Hiervon ausgehend ist einerseits zu berücksichtigen, dass einem Privatflugzeug ein hoher Repräsentationswert und bei Personen mit Flugbegeisterung für auch ein hohes Affektionsinteresse zukommt, sowie dass in einem Betrieb wie dem der GmbH bei einem angestellten Geschäftsführer der Einsatz eines Privatflugzeugs nicht üblich ist. Andererseits hatte das FG jedoch nicht geprüft, inwieweit gewichtige berufliche Gründe für die Benutzung des Flugzeugs ursächlich waren, etwa die von G geltend gemachte Zeitersparnis. Der BFH hob daher das FG-Urteil auf und verwies den Fall an das FG zurück. Sollte das FG zu dem Schluss kommen, dass die Kosten unangemessen waren, müsste es den angemessenen Teil der Werbungskosten ermitteln und insoweit zum Abzug zulassen. Dabei dürfte es sachgerecht sein, auf durchschnittliche Reisekosten (einschließlich Nebenkosten) zurückzugreifen.
Hinweis: Abzug in angemessener Höhe
Der BFH betont zutreffend den Grundsatz, dass es der freien Disposition des Steuerpflichtigen unterliegt, welche Aufwendungen er im Zusammenhang mit seiner betrieblichen bzw. beruflichen Tätigkeit auf sich nimmt. Die Notwendigkeit, Üblichkeit und Zweckmäßigkeit darf dabei keine Rolle spielen. § 4 Abs. 5 Satz 1 Nr. 7 EStG ist dahin auszulegen, dass die Regelung nur die Fälle unangemessenen Repräsentationsaufwands betrifft. Der Betriebsausgaben-/Werbungskostenabzug wird nicht dem Grunde, sondern lediglich der Höhe nach eingeschränkt und betrifft nur die Fälle, die ohne die betriebliche Veranlassung Kosten der Lebensführung wären (BFH v. 8.10.1987, IV R 5/85, BStBl II 1987, 853). Bei der Feststellung, ob die Lebensführung berührt wird, ist konkret auf den Steuerpflichtigen und auf seine Motivation abzustellen. Die Lebensführung ist berührt, wenn er die Aufwendungen aus persönlichen Motiven tätigt. Davon geht der BFH im Streitfall aus, da G offenbar begeisterter Hobbyflieger ist. Die Entscheidung entspricht den vom BFH entwickelten Grundsätzen zur Anschaffung/Nutzung von Fahrzeugen der obersten Preisklasse. Wird ein solches Fahrzeug betrieblich nur wenig genutzt und weist es andererseits einen hohen Repräsentation- und Affektionswert aus, steht hinter den Aufwendungen eine private Motivation (z.B. BFH v. 29.4.2014, VIII R 20/12, BStBl II 2014, 679, zum Ferrari eines Freibearuflers).

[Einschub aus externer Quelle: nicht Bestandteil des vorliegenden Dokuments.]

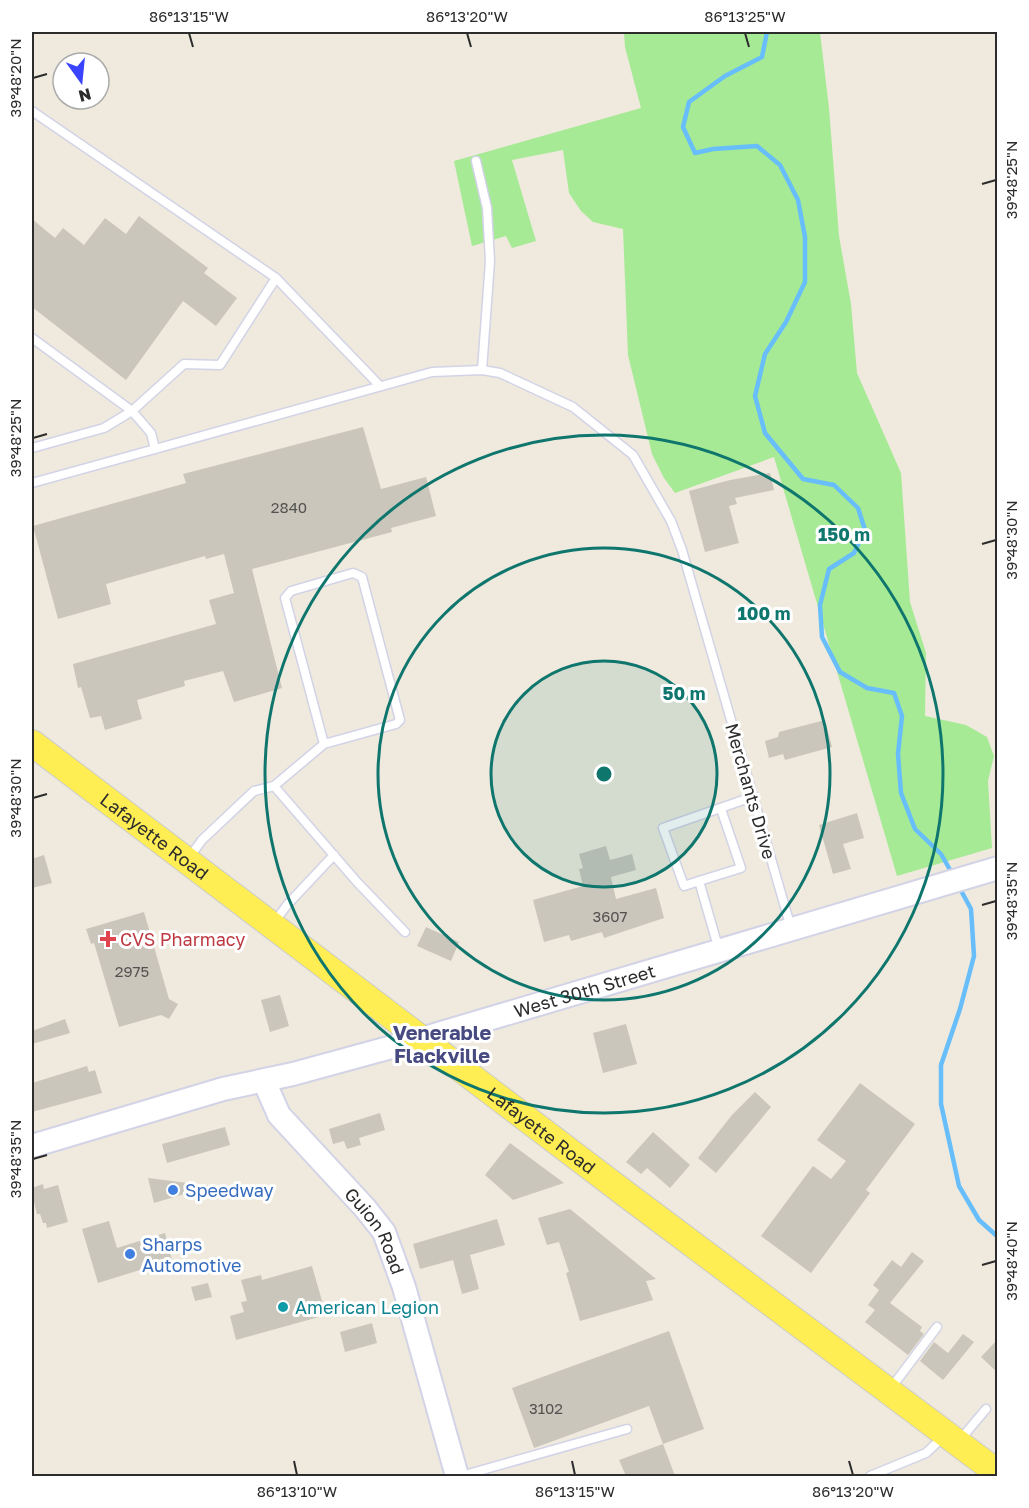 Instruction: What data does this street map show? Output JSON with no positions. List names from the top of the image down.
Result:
{
  "streets": {
    "main road": ["Lafayette Road", "West 30th Street", "Guion Road"],
    "lane": ["Merchants Drive"]
  },
  "crossings": [
    ["Merchants Drive", "West 30th Street"],
    ["Lafayette Road", "West 30th Street"],
    ["West 30th Street", "Guion Road"]
  ],
  "districts": ["Venerable Flackville"],
  "places": {
    "health": ["CVS Pharmacy"],
    "other": ["Speedway", "Sharps Automotive", "American Legion"]
  },
  "house_numbers": [
    "2840",
    "3607",
    "2975",
    "3102"
  ],
  "north": "bottom",
  "coordinates": [
    "86°13'15\"W",
    "86°13'20\"W",
    "86°13'25\"W",
    "39°48'20\"N",
    "39°48'25\"N",
    "39°48'30\"N",
    "39°48'35\"N",
    "39°48'40\"N",
    "86°13'10\"W"
  ],
  "rings": ["150 m", "100 m", "50 m"]
} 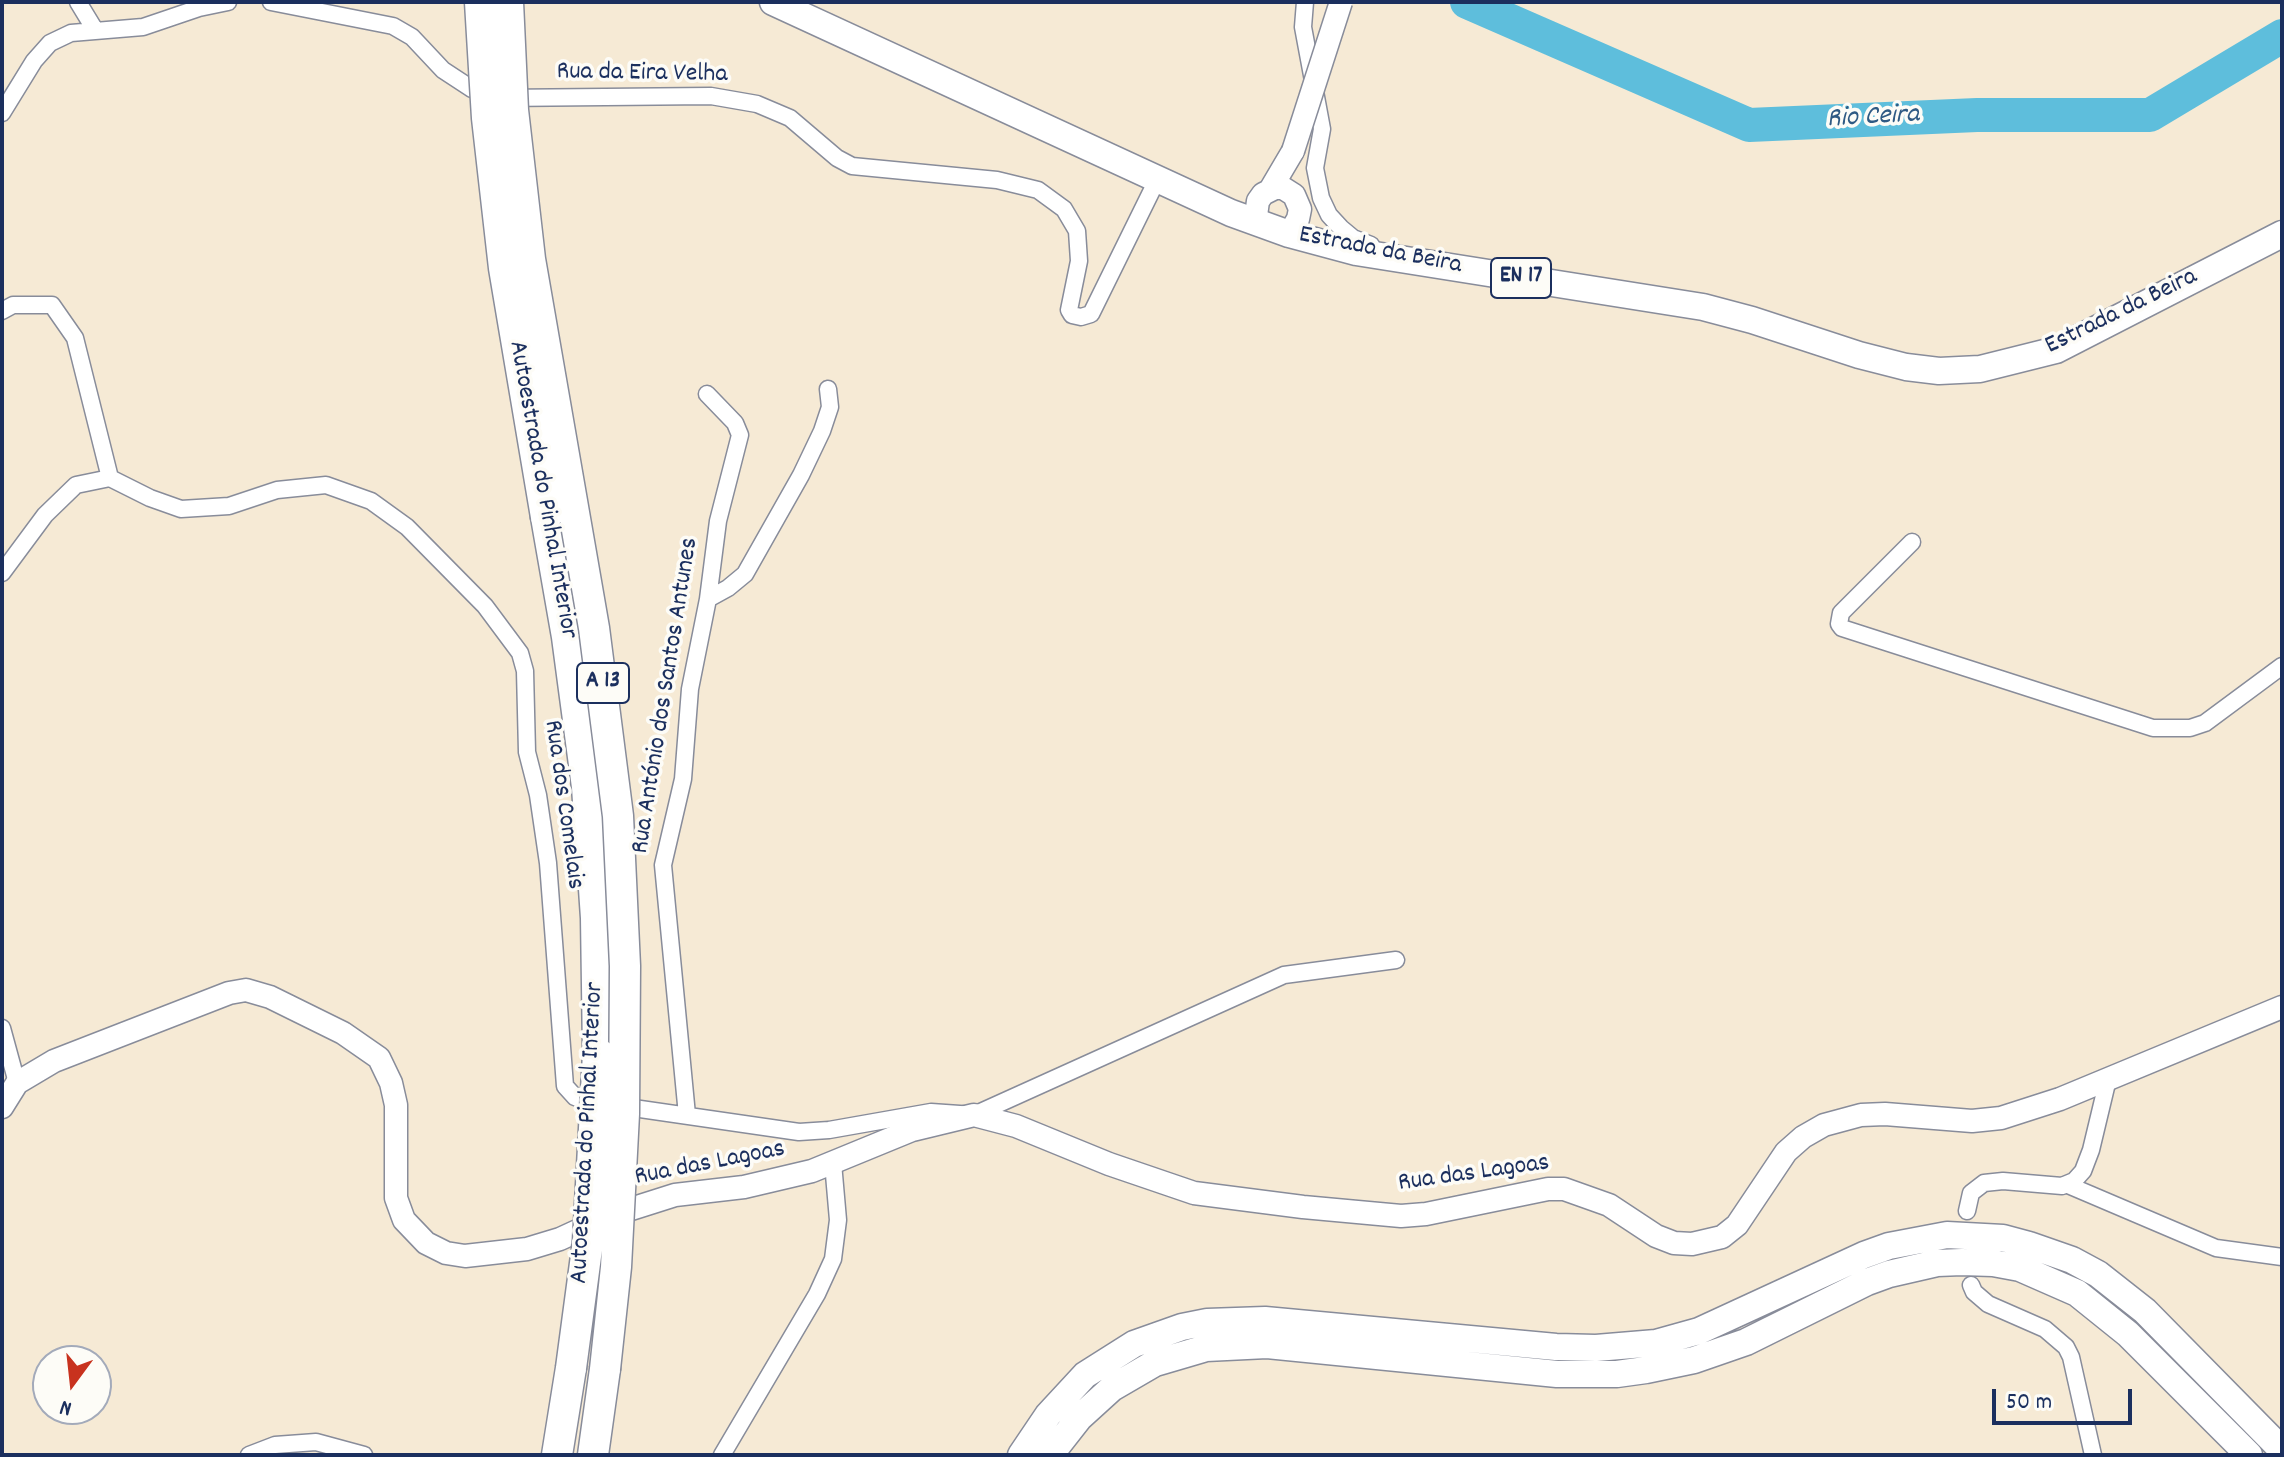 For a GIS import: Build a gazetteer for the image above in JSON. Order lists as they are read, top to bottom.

Für die Praxis wichtig ist der ausdrückliche Hinweis des BFH, dass in solchen Fällen keineswegs – anders als es das FG gesehen hat – der Betriebsausgaben-/Werbungskostenabzug gänzlich ausgeschlossen ist. Er wird lediglich auf den - aus der Sicht eines ordentlichen und gewissenhaften Arbeitnehmers - angemessenen Teil der Betriebsausgaben/Werbungskosten begrenzt. Das könnten für Inlandsdienstreisen z.B. die Kosten für entsprechende Inlands-Linienflüge sein. Nach R 9.1 Abs. 1 Satz 3 LStR fällt die Nutzung eines Privatflugzeugs grundsätzlich unter die Abzugsbeschränkung.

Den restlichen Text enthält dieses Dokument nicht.